A common refrain—and effective defense—from tech companies at the House Judiciary hearing this week was that rather than stifling competition, their size and scope is responsible for a tide that raises all boats in their wake.

Adam Cohen, director of economic policy at Google, argued that, when it comes to the tech sector as a whole, there is record-setting venture capital activity, with over 8,000 venture-backed companies raising more than $130 billion in financing last year—the highest amount in more than a decade. Similarly, the technology sector has had one of the highest rates of business formation and job creation in the country during the past three decades.

Cohen cited a recent Silicon Valley Bank report that 69 percent of startups surveyed successfully raised capital; the number that plan to hire is at a five-year high.

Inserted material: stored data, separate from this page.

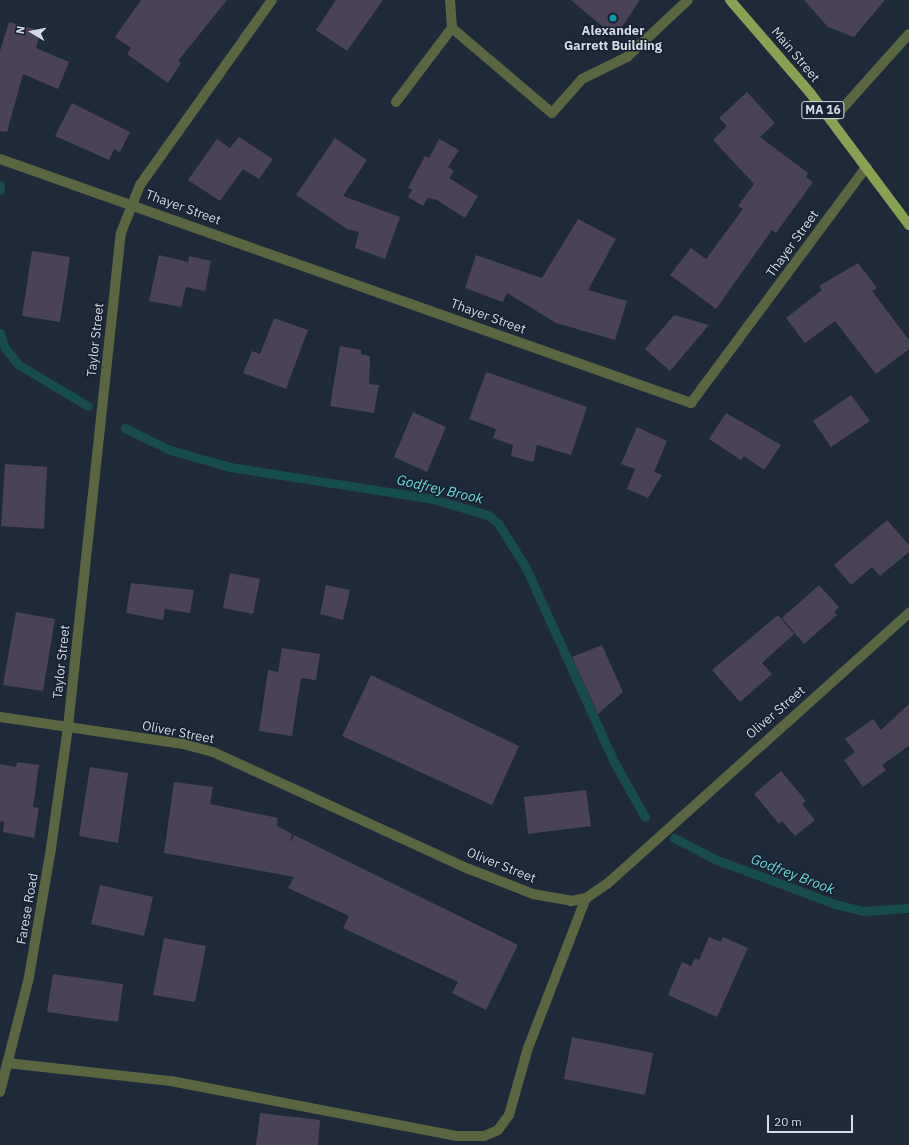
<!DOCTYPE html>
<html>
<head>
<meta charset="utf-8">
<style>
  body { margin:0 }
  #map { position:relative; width:909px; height:1145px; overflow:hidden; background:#1e2a3a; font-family:"IBM Plex Sans",sans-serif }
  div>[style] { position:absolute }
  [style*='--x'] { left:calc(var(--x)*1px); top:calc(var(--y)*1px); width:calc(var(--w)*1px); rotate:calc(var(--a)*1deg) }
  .stream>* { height:9px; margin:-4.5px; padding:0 4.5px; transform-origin:4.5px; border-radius:4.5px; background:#174c4d }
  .building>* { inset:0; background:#4a4256 }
  .lane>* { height:10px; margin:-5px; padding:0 5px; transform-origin:5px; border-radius:5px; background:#5a6640 }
  .street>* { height:10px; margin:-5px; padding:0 5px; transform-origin:5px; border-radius:5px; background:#5a6640 }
  .primary>* { height:10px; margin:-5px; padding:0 5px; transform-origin:5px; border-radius:5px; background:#8aa152 }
  .dots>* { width:11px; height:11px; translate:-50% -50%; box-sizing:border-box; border:2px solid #152030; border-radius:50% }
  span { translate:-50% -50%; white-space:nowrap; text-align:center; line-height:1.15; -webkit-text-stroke:3px #152030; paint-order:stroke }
  .shield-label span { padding:1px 3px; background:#152030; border:1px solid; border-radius:3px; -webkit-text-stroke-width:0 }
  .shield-label { font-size:12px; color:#d5dce7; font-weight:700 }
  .poi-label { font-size:13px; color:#d5dce7; font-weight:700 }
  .street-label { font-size:13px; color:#d5dce7 }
  .water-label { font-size:14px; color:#6ed8d9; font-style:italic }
  .north { position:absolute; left:12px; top:12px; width:40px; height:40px; -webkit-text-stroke:3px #152030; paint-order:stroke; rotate:280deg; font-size:11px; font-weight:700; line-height:16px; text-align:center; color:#d5dce7 }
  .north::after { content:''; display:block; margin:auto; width:14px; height:18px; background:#d5dce7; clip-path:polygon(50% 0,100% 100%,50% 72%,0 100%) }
  .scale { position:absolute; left:767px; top:1115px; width:86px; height:18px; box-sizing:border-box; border:2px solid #d5dce7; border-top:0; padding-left:5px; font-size:12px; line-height:14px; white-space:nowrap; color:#d5dce7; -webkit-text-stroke:3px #152030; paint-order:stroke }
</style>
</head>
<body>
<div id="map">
  <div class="stream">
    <div style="--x:0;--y:190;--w:5;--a:-90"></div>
    <div style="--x:0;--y:333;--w:16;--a:72"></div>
    <div style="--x:5;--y:348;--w:22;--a:51"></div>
    <div style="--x:19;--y:365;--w:80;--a:30.7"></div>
    <div style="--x:125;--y:428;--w:50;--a:26.1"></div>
    <div style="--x:170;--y:450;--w:62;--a:15.8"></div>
    <div style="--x:230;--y:467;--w:201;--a:8.9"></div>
    <div style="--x:429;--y:498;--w:61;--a:16.1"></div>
    <div style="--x:488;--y:515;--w:13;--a:39"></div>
    <div style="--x:498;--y:523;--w:53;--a:58.1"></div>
    <div style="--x:526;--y:568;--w:213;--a:65.6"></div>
    <div style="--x:614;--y:762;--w:63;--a:60.6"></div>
    <div style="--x:674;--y:838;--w:48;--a:27.1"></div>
    <div style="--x:717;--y:860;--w:126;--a:20.4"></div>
    <div style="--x:835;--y:904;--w:30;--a:14"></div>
    <div style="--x:864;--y:911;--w:45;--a:-3.8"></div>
  </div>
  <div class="building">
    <div style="clip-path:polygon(141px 0,227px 0,178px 61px,181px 63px,168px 83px,127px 54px,131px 48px,115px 37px)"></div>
    <div style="clip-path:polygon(336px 0,383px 0,347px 51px,316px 30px)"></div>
    <div style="clip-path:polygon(571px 0,640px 0,615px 37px)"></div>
    <div style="clip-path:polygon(804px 0,885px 0,854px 37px,828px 27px)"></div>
    <div style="clip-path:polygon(9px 22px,41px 31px,36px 48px,69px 62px,58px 89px,23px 74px,7px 132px,0 131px,0 51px)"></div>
    <div style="clip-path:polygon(747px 92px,775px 123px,760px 137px,808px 173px,806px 177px,813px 182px,776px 233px,772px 230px,716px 309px,670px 275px,691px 248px,706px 259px,743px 209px,738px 206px,754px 184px,713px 140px,727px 126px,719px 118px)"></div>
    <div style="clip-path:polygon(72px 103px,130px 132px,120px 152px,114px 149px,109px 160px,55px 136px)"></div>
    <div style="clip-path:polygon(239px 137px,273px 159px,259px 179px,243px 169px,220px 201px,188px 180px,217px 139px,230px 148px)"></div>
    <div style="clip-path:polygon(335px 138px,367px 160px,343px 196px,400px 217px,385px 259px,355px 248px,359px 232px,347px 229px,296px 195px)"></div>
    <div style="clip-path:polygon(439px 139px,459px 150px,448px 167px,454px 171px,449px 178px,478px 196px,465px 218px,437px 200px,428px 198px,423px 206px,408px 197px,412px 190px,408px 188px,425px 156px,429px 158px)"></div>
    <div style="clip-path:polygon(578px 219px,616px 239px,588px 290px,627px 301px,615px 340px,556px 323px,507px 293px,503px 302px,465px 288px,476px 255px,542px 278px)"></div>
    <div style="clip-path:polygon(32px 251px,70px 257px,60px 322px,22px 316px)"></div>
    <div style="clip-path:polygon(159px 255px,188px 262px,189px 256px,211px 261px,205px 291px,186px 287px,181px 307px,149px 301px)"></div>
    <div style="clip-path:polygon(858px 263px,877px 288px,872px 291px,909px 340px,909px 349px,876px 374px,835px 321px,805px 343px,786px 318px,822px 290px,819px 286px)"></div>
    <div style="clip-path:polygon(674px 315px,709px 325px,670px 371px,645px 349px)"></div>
    <div style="clip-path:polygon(274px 318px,308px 330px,286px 389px,243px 373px,252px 351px,260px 354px)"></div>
    <div style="clip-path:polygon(340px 346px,361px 350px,361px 354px,370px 356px,369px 384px,379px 385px,374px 413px,330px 406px)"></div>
    <div style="clip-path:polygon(486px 372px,587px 407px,571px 455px,537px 445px,533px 462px,511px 456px,513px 445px,493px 438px,496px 429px,469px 419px)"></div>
    <div style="clip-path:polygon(851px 395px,870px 421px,831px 447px,813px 421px)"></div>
    <div style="clip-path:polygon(413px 412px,446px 427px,427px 472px,394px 457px)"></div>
    <div style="clip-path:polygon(726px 413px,781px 445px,764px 470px,744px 456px,741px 460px,709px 439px)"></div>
    <div style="clip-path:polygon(637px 427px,667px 441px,654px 472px,662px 475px,648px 498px,627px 489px,635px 469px,621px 464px)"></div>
    <div style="clip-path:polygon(5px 464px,47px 467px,44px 529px,1px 526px)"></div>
    <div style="clip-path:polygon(887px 520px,909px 545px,909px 552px,880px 576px,872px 567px,851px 585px,834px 565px)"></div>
    <div style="clip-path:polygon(230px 573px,260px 579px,253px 614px,223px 608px)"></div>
    <div style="clip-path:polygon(131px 583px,194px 590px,190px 613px,165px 609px,163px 620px,126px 613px)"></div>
    <div style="clip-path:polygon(326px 585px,350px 590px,343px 620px,320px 614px)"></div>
    <div style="clip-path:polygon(819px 585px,839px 607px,834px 612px,837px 615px,804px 644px,782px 618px)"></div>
    <div style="clip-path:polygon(16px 612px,55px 619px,43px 691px,3px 685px)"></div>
    <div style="clip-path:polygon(778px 615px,794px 634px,762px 663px,772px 674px,740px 702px,712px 670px)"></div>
    <div style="clip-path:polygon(602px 645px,623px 692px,598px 714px,572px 657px)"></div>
    <div style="clip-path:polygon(282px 648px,320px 654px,316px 680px,301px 678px,292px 736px,259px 731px,268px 670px,278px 672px)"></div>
    <div style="clip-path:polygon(371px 675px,519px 746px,492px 805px,342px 736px)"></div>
    <div style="clip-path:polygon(909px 704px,909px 746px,882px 765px,886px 770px,863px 787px,844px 760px,855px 752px,845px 739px,873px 719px,881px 730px)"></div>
    <div style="clip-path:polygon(17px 762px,39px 765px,33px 807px,39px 808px,34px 838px,3px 832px,4px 822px,0 821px,0 764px,16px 767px)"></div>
    <div style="clip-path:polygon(90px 767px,128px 773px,118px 843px,79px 836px)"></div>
    <div style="clip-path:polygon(781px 771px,806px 801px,802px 804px,815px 820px,795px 836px,782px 821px,779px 824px,754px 794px)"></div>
    <div style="clip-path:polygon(174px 782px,213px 787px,210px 804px,278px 818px,277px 826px,292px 834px,290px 843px,294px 835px,518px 945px,486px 1010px,452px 993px,458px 982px,343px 928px,349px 916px,288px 888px,294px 877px,164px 853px)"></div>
    <div style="clip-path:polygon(586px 790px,591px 826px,528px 834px,524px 797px)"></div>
    <div style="clip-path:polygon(100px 885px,153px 897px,144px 936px,91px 924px)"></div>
    <div style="clip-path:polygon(709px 937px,721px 942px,723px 937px,748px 948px,717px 1017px,668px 995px,682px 962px,691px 966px,695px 958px,699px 960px)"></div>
    <div style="clip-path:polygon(164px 938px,206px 946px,195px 1002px,153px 995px)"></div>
    <div style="clip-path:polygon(53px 974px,123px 984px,118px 1022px,47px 1012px)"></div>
    <div style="clip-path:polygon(572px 1037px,653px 1053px,645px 1095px,564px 1079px)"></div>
    <div style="clip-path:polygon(260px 1113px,320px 1120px,318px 1145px,256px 1145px)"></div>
  </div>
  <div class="lane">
    <div style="--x:450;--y:0;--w:28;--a:86"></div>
    <div style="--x:396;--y:102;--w:93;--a:-52.9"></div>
    <div style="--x:452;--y:28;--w:131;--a:40.4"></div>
    <div style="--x:552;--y:113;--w:45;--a:-48.6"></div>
    <div style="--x:582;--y:79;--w:50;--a:-26.1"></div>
    <div style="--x:627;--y:57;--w:83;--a:-43.1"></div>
    <div style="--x:7;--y:1063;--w:165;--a:6.3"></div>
    <div style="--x:171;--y:1081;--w:290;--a:10.9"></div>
    <div style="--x:456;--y:1136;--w:28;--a:0"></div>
    <div style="--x:484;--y:1136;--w:15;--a:-23"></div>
    <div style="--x:498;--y:1130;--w:19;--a:-54"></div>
    <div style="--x:509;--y:1115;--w:70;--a:-74.2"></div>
    <div style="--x:528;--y:1048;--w:161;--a:-68.9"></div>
  </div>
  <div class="street">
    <div style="--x:831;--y:121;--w:117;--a:-48.1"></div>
    <div style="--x:0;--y:159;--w:733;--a:19.45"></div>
    <div style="--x:691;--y:403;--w:294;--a:-53.4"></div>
    <div style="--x:0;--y:717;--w:185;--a:8.4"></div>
    <div style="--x:183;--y:744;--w:31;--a:15"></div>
    <div style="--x:213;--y:752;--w:281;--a:24.6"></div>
    <div style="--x:469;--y:869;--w:69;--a:21.3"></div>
    <div style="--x:533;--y:894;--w:39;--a:10"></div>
    <div style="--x:571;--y:901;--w:15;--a:-11"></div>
    <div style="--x:586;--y:898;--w:25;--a:-34"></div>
    <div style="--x:607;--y:884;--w:406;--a:-41.9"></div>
    <div style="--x:0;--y:1092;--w:119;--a:-75.8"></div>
    <div style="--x:29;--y:977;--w:131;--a:-80.3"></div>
    <div style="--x:51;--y:848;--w:122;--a:-82"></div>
    <div style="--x:68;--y:727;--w:497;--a:-83.9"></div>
    <div style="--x:121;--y:233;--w:52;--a:-68.4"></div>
    <div style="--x:140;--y:185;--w:227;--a:-54.5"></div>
  </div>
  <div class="primary">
    <div style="--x:730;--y:0;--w:124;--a:49.2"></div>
    <div style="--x:811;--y:94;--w:164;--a:53.2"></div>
  </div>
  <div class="dots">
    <div style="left:613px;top:18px;background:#0f9aa8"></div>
  </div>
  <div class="shield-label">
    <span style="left:823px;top:110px">MA 16</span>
  </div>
  <div class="poi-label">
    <span style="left:613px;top:39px">Alexander<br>Garrett Building</span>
  </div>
  <div class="street-label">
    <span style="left:795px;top:55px;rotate:50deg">Main Street</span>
    <span style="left:183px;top:208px;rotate:20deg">Thayer Street</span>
    <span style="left:793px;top:244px;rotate:-54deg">Thayer Street</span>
    <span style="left:488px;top:317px;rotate:20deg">Thayer Street</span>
    <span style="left:96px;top:340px;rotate:-84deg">Taylor Street</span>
    <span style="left:62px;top:662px;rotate:-84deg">Taylor Street</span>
    <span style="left:776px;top:713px;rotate:-41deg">Oliver Street</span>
    <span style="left:178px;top:733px;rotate:11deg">Oliver Street</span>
    <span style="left:501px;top:866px;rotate:22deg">Oliver Street</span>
    <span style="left:28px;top:909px;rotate:-80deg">Farese Road</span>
  </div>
  <div class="water-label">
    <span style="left:440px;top:489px;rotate:13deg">Godfrey Brook</span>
    <span style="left:793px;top:874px;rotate:21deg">Godfrey Brook</span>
  </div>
  <div class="north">N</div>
  <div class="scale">20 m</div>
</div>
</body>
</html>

Cohen added that former Google employees have built more than 2,000 start-ups, “and the U.S. continues to be the home of so-called ‘unicorns’—businesses that came from nowhere and are now each valued at over $1 billion.” In the first quarter of 2019, a record 147 private American companies reached this status. Over the past decade, this list has included AirBnB, Lyft, Pinterest, Plaid, Reddit, Square, Stripe, Snap, WeWork, Uber, and many more. “That’s a rate of new business success unrivalled in the U.S. economy, creating new companies that compete with established technology businesses across many areas.”

“Beyond competition from emerging firms, we compete against other large tech firms in a wide range of business activities,” he added. “Competition extends across many existing and developing fields: operating systems, mobile devices and applications, voice assistants, artificial intelligence and machine learning, virtual reality, enterprise services, cloud computing, office applications, digital advertising, mobile, video sharing, and much more. In our core search business, consumers can choose among a range of options: Bing, DuckDuckGo, Yahoo, and many more. Specialized search services are strong competitors, too, including companies like Amazon, eBay, Kayak, Travelocity, Yelp, and others.”

Nate Sutton, associate general counsel at Amazon, also punched back against anti-competition claims. His company, he said, accounts for a mere 1 percent of global retail sales; 4 percent in the U.S., lagging far behind Walmart and other big box mainstays.

“Online is just one of many ways consumers shop for products—studies demonstrate that most consumers buy, and most sellers sell, in and from multiple locations both online and offline,” he said. “In fact, according to data from the U.S. Census Bureau, the vast majority of retail sales—90 percent—still occur in physical stores. In addition to thousands of other retailers around the world, our competitors include many large and well-known companies such as Walmart, Target, Macy’s, Safeway, and Kroger.”

“Of course, the role of technology in retail continues to change and evolve. E-commerce has grown steadily over the years and selling online is now extremely common for all retailers,” Sutton added. “Technology has only made retail more competitive, as numerous multichannel retailers offer customers a wide range of online and offline experiences. In fact, as Target and Best Buy recently announced, one of the fastest-growing consumer practices is to order products online that they later pick up in a physical store. Third-party sellers now sell online in the dozens of marketplaces in the U.S. and around the world, such as eBay, Alibaba, Walmart.com, Rakuten, and Wayfair. And at the same time, online retailers are moving into physical retail, adding brick-and-mortar stores.”

Important to the debate: The success of Amazon’s stores depends on its partnership with third-party sellers.

“There are millions of small and medium-sized businesses around the world selling in Amazon’s stores—including more than a million third-party sellers in the U.S. alone,” Cohen testified. “Sales by these sellers are growing twice as fast as Amazon’s own sales in our own stores.

”… Nearly 200,000 entrepreneurs worldwide surpassed $100,000 of sales in our stores in 2018, and more than 50,000 of those entrepreneurs exceeded $500,000 in sales. We estimate that third-party sellers have created over 1.6 million new jobs around the world.”

“If we did not invest and innovate in ways to improve the experience for our selling partners, they would sell fewer of their products in our stores and more through the myriad of other options available to them both online and offline,” he added. “We have dedicated teams assigned to supporting sellers directly, continually launch new tools that make it easier for our seller partners to sell, and spend significant resources to root out bad actors and prevent fraud and abuse that harm both sellers and customers.”

Matt Perault, director of public policy for Facebook, doubled down on the bigger is better mantra. “Facebook is where it is today because we have worked hard and taken risks. Our efforts have resulted in significant success, and America does not punish success; it rewards it,” he testified. “Facebook is working hard every day to meet the challenges we face. In tackling issues like terrorism, misinformation, hate speech, and harassment, we view our size as an asset: we can dedicate 30,000 people to keeping our users safe, invest in industry initiatives to jointly combat terrorism, and develop the new technologies that are needed to confront these evolving threats.”